Task statement: Filter the listing down to the lines containing the word "lane".

BEGIN

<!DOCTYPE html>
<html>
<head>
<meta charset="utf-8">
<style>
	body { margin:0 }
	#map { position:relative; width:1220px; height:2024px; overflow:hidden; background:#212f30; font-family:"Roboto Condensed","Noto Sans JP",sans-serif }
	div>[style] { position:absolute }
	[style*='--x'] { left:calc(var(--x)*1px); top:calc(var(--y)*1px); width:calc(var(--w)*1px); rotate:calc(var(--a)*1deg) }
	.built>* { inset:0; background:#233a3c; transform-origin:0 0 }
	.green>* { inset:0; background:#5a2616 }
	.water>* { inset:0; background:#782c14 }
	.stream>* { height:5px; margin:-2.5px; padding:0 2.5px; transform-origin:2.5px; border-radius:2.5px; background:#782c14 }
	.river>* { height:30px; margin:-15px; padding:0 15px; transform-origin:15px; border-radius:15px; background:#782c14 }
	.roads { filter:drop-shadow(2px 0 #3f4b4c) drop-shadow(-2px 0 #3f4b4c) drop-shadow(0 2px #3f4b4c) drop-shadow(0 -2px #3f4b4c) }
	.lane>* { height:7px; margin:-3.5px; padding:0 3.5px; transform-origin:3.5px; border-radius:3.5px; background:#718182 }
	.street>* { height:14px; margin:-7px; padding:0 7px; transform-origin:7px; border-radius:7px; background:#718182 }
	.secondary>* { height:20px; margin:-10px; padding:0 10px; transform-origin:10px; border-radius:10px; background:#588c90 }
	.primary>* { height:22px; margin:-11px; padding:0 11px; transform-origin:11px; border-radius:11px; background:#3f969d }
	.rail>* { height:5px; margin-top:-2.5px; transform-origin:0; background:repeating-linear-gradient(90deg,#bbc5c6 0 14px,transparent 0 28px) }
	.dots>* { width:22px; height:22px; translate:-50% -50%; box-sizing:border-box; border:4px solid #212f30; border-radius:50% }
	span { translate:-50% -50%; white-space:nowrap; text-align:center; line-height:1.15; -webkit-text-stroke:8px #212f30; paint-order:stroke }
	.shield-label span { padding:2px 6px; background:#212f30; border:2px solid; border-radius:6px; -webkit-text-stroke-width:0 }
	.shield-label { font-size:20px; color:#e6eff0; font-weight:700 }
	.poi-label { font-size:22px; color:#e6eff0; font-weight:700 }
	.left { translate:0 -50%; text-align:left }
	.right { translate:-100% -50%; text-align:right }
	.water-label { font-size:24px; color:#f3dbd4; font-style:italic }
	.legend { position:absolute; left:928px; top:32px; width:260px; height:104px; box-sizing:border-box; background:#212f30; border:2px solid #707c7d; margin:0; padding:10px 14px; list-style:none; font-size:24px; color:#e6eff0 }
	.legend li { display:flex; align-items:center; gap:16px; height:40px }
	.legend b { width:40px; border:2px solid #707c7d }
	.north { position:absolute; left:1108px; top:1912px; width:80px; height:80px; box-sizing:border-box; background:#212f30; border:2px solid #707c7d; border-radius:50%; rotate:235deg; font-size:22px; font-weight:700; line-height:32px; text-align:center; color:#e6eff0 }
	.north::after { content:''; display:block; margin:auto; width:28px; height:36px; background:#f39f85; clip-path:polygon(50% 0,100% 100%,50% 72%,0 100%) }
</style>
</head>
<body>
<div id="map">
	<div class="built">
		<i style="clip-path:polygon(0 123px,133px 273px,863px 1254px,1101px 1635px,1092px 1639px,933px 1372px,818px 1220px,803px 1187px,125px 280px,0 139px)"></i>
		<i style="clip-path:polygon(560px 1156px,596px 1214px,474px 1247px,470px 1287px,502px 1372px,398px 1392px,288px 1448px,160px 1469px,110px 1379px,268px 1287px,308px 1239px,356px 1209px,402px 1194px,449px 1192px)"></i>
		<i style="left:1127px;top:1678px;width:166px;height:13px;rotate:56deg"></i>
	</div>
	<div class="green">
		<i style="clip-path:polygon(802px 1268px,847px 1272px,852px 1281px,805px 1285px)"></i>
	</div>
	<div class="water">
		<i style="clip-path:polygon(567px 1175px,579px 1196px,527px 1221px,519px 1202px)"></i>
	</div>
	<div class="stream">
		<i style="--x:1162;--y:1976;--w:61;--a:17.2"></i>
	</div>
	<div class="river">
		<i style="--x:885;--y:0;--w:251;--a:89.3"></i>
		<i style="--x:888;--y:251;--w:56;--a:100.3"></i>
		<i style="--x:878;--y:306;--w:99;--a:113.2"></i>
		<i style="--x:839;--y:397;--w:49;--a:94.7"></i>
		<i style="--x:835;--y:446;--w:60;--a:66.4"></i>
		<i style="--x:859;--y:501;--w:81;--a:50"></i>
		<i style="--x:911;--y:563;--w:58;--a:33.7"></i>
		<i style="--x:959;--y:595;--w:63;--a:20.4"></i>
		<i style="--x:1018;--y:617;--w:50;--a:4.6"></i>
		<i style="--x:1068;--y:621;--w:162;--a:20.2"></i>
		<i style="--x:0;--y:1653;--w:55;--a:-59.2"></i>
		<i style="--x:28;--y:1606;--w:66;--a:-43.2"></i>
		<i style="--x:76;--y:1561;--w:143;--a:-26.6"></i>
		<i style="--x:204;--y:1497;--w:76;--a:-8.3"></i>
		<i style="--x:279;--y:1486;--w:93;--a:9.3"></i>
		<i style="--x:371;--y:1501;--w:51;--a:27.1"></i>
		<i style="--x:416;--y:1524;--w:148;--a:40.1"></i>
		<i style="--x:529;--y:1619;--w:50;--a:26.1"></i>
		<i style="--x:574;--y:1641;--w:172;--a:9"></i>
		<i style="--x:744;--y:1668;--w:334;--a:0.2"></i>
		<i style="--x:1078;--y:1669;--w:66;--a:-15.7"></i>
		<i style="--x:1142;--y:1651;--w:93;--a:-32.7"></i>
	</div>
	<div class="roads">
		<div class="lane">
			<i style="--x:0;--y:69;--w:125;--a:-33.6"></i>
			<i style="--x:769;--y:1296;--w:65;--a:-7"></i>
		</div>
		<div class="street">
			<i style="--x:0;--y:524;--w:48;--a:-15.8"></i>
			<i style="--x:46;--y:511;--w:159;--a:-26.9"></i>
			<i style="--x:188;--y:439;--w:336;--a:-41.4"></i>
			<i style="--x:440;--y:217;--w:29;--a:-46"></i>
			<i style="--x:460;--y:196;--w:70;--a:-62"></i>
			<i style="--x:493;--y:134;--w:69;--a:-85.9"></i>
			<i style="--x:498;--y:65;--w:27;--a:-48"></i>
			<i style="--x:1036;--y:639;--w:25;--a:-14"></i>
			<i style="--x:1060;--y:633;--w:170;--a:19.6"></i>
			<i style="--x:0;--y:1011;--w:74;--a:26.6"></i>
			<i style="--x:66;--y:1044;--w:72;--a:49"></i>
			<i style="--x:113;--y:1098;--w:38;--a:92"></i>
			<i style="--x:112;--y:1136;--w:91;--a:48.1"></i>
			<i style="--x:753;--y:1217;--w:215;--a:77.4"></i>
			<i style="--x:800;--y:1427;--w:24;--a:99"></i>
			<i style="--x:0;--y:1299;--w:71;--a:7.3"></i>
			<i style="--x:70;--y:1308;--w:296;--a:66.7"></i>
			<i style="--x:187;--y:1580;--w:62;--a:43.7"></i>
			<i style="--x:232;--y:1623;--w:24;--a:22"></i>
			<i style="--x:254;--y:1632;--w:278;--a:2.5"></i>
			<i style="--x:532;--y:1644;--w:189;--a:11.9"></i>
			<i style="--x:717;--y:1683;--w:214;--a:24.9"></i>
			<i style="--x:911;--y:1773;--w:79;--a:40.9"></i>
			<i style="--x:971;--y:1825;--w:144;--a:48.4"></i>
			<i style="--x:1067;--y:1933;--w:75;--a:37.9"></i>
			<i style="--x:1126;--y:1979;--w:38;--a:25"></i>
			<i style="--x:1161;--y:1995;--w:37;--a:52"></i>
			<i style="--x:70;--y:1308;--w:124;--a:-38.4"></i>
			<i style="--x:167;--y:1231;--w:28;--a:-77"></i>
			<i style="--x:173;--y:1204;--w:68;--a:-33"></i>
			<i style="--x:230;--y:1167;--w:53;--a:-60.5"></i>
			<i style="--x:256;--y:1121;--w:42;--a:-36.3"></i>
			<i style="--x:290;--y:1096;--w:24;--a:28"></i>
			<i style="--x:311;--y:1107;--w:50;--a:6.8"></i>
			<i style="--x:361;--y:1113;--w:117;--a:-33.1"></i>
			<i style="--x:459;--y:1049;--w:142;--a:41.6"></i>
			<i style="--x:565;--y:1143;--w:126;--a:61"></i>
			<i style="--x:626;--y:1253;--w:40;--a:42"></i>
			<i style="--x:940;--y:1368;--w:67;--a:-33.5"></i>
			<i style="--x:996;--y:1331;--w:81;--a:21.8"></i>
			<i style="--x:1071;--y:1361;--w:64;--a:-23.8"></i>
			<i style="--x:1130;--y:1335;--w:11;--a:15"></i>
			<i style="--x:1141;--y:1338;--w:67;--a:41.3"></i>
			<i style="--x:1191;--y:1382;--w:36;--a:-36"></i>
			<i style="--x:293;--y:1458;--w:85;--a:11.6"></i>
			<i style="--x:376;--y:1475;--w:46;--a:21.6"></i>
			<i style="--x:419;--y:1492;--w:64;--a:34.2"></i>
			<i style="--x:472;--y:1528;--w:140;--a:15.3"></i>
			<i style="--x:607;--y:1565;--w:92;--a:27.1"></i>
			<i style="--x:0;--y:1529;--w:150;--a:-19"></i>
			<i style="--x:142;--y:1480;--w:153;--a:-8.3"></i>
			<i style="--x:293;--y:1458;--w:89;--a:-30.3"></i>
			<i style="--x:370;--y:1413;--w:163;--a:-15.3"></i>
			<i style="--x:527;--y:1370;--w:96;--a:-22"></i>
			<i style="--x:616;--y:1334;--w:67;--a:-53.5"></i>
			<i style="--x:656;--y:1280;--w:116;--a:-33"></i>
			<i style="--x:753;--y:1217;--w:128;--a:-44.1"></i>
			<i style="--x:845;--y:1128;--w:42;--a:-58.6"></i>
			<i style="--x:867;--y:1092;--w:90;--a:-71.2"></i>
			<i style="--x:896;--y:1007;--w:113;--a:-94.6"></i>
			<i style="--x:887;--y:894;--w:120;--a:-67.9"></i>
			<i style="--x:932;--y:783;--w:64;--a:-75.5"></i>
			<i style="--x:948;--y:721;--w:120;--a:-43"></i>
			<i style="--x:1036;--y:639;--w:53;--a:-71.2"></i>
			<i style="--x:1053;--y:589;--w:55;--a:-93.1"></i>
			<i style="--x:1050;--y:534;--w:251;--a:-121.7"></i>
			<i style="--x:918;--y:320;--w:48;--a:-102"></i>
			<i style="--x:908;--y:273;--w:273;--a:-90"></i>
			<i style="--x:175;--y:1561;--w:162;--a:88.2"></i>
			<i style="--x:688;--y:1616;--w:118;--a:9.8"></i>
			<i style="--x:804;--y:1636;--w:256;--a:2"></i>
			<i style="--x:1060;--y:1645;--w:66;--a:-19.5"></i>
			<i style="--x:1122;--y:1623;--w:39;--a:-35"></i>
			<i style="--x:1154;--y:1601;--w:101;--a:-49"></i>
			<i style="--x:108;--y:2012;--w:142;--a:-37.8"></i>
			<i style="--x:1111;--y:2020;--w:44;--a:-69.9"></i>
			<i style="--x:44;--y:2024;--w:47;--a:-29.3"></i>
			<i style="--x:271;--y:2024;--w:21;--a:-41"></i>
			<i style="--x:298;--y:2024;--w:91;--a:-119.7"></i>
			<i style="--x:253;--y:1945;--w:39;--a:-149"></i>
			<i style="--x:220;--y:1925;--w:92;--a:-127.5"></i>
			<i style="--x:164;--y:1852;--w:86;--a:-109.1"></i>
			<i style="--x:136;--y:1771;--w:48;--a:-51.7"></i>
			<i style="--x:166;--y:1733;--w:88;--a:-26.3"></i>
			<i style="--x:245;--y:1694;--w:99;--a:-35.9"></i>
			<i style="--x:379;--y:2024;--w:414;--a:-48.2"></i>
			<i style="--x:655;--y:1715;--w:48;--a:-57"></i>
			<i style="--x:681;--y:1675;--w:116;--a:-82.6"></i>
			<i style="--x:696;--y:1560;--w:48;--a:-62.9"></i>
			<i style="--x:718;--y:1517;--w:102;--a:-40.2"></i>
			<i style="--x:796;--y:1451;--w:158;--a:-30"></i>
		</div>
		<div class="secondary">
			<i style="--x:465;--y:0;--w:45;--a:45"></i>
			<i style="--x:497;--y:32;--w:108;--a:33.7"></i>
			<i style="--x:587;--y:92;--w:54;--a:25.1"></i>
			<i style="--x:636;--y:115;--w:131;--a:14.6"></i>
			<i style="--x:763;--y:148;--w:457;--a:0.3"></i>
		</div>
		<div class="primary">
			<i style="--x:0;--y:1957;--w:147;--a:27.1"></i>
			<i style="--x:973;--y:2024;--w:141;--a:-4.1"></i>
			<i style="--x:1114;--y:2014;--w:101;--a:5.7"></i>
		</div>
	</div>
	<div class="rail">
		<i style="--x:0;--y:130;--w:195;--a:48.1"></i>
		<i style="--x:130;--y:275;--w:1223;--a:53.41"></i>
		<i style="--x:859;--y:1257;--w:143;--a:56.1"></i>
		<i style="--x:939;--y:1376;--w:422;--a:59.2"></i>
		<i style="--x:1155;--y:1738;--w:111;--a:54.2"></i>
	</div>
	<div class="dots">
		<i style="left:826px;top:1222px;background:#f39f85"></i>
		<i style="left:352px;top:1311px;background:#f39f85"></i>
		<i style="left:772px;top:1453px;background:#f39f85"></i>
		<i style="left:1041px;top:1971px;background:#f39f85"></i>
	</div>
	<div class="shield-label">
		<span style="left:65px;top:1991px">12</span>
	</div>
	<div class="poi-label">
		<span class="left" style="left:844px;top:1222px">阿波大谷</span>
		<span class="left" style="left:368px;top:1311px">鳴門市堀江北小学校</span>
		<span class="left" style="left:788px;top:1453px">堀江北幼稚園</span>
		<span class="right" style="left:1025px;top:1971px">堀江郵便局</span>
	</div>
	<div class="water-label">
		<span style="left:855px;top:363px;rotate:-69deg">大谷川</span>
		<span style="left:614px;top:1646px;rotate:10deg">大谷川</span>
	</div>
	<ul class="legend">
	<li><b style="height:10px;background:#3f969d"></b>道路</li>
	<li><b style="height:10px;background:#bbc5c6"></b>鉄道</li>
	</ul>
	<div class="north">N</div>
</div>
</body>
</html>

END

Answer to the problem:
	.lane>* { height:7px; margin:-3.5px; padding:0 3.5px; transform-origin:3.5px; border-radius:3.5px; background:#718182 }
		<div class="lane">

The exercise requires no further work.